Choose your religion...

As far back as my 2011 mini-book Thought Prison I have been saying that the primary decision (which few make) is to 'choose your religion'; any other decision is futile, since all other real and possible decisions end on The Left and therefore in support of purposive evil. 

But the choice of religion remains; and cuts across different religons and denominations. I think much can be gained by considering What You Want - given that God is both creator and loving parent, hence will try to give what we most want, within constraints of what is good for us and God's other children. 

So, it is reasonable to assume that we will get what we really want, therefore it behoves us to consider what that is: to give the matter some serious consideration. 

And I specifically mean: want across an eternal timescale; consider what we want for our-selves after biological death: That, I believe, is a key question, the answer to which frames this mortal life and affects our understanding of everything in it.  

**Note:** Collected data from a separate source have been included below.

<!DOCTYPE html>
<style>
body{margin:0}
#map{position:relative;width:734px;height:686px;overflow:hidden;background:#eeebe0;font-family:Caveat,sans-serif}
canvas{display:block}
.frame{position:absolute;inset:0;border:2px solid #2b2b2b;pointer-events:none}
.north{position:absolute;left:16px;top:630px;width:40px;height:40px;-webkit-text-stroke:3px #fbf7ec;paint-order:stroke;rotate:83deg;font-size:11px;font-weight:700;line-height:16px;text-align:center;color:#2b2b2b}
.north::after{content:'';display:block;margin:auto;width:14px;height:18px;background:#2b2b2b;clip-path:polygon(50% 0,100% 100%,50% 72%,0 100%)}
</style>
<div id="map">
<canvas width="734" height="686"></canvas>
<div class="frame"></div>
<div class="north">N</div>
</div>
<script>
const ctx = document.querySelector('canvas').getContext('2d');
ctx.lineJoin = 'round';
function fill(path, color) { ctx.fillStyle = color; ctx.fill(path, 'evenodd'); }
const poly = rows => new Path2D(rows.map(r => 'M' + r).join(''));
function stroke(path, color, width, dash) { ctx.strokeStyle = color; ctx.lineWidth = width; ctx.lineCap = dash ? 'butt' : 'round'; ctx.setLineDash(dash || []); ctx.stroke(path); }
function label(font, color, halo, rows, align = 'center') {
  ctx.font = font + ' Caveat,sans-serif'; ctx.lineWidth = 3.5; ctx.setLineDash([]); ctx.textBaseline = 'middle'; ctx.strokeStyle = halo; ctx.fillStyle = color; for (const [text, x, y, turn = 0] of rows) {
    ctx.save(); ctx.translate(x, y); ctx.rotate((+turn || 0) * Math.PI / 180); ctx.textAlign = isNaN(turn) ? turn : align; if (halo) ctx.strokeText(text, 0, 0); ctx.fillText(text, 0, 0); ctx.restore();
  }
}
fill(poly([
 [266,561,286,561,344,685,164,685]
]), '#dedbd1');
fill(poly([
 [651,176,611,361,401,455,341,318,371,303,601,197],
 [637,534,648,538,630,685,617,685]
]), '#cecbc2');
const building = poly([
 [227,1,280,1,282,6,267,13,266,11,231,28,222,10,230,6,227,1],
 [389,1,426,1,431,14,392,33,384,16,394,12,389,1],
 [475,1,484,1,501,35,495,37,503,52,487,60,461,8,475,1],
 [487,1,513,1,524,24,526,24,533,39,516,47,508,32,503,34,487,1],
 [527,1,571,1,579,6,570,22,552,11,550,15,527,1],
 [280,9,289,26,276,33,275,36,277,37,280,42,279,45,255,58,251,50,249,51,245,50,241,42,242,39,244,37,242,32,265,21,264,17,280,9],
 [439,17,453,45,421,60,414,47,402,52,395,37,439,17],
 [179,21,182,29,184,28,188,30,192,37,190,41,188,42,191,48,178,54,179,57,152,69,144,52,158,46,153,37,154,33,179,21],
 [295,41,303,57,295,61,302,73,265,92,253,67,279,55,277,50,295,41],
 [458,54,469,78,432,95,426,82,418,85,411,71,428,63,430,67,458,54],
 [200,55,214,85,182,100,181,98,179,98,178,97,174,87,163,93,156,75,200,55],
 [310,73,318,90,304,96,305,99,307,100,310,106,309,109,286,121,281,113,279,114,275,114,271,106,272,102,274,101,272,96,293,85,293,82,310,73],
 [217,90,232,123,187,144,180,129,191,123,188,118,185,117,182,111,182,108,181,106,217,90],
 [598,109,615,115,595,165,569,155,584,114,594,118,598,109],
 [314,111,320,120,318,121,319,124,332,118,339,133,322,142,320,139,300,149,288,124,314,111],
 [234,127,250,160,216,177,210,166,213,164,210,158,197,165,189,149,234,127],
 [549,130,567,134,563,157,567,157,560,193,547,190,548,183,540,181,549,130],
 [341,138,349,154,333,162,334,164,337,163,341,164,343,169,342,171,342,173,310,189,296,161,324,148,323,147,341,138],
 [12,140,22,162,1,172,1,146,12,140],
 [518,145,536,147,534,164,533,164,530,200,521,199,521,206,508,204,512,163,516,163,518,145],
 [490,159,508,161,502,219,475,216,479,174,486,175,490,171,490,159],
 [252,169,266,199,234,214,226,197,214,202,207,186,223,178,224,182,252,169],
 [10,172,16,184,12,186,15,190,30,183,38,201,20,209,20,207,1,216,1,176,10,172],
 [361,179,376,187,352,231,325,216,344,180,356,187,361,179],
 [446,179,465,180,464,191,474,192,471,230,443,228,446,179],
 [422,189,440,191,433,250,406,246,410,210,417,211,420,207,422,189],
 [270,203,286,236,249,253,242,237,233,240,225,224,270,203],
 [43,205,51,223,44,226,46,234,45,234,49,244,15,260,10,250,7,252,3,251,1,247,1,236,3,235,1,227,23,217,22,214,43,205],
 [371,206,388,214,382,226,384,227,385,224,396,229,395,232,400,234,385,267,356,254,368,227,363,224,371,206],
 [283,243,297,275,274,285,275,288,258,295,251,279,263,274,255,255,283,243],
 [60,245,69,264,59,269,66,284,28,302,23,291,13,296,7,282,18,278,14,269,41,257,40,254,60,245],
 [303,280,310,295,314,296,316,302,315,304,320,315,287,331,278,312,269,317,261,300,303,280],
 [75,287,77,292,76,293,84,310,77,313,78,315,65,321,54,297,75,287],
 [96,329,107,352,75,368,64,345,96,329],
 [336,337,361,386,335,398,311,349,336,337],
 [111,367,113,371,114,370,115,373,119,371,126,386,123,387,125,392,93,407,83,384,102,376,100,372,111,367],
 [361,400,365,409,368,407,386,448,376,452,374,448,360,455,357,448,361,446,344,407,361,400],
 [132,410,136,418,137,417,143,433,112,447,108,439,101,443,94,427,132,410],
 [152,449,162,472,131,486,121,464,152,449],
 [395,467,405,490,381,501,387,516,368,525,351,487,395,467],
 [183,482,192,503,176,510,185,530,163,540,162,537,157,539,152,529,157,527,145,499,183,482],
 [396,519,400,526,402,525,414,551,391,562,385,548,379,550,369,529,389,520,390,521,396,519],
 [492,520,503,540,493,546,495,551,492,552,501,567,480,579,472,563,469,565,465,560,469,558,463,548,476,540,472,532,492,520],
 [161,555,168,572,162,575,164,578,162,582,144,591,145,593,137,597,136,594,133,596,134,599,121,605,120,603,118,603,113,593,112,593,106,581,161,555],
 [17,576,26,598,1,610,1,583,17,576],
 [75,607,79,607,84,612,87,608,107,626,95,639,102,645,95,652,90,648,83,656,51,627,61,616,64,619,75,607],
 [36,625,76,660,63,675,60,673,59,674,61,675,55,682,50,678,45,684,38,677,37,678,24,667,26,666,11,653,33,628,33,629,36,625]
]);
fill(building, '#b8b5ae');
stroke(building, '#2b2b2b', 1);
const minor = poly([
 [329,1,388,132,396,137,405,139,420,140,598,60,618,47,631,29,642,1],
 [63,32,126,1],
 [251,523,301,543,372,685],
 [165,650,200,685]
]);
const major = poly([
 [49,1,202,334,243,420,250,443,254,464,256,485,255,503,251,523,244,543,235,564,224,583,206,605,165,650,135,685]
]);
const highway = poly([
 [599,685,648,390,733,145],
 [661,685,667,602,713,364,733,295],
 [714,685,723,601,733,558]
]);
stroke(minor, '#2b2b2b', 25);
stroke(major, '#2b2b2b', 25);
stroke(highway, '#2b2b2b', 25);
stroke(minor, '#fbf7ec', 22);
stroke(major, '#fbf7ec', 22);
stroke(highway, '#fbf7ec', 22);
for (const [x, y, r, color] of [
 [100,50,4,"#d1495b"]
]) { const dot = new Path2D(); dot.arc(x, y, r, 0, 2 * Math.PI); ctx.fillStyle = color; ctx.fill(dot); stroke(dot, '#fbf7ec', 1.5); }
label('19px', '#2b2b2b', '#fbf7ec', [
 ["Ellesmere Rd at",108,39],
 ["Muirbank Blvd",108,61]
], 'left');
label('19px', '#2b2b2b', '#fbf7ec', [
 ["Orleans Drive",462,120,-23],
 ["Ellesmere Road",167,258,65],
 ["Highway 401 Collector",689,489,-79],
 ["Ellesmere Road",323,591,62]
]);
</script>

For example, do we most want eternal peace, or to do stuff - to work?

Do we want bliss, or family living (like marriage, children, close friends - sociality)?

Do we want stillness, or creation?

Do we want deity, or Jesus? 

 

3 comments:

  1. I want Origen to be correct about apocatastasis. I want to see my father and grandmother again. I want to be part of and with my family for eternity much like the LDS teaches. But it is strange for me to imagine God will grant these things because I want them. Maybe it's because I imagine God would then have to grant things to everyone and those things would often conflict (either with each other or with God's will).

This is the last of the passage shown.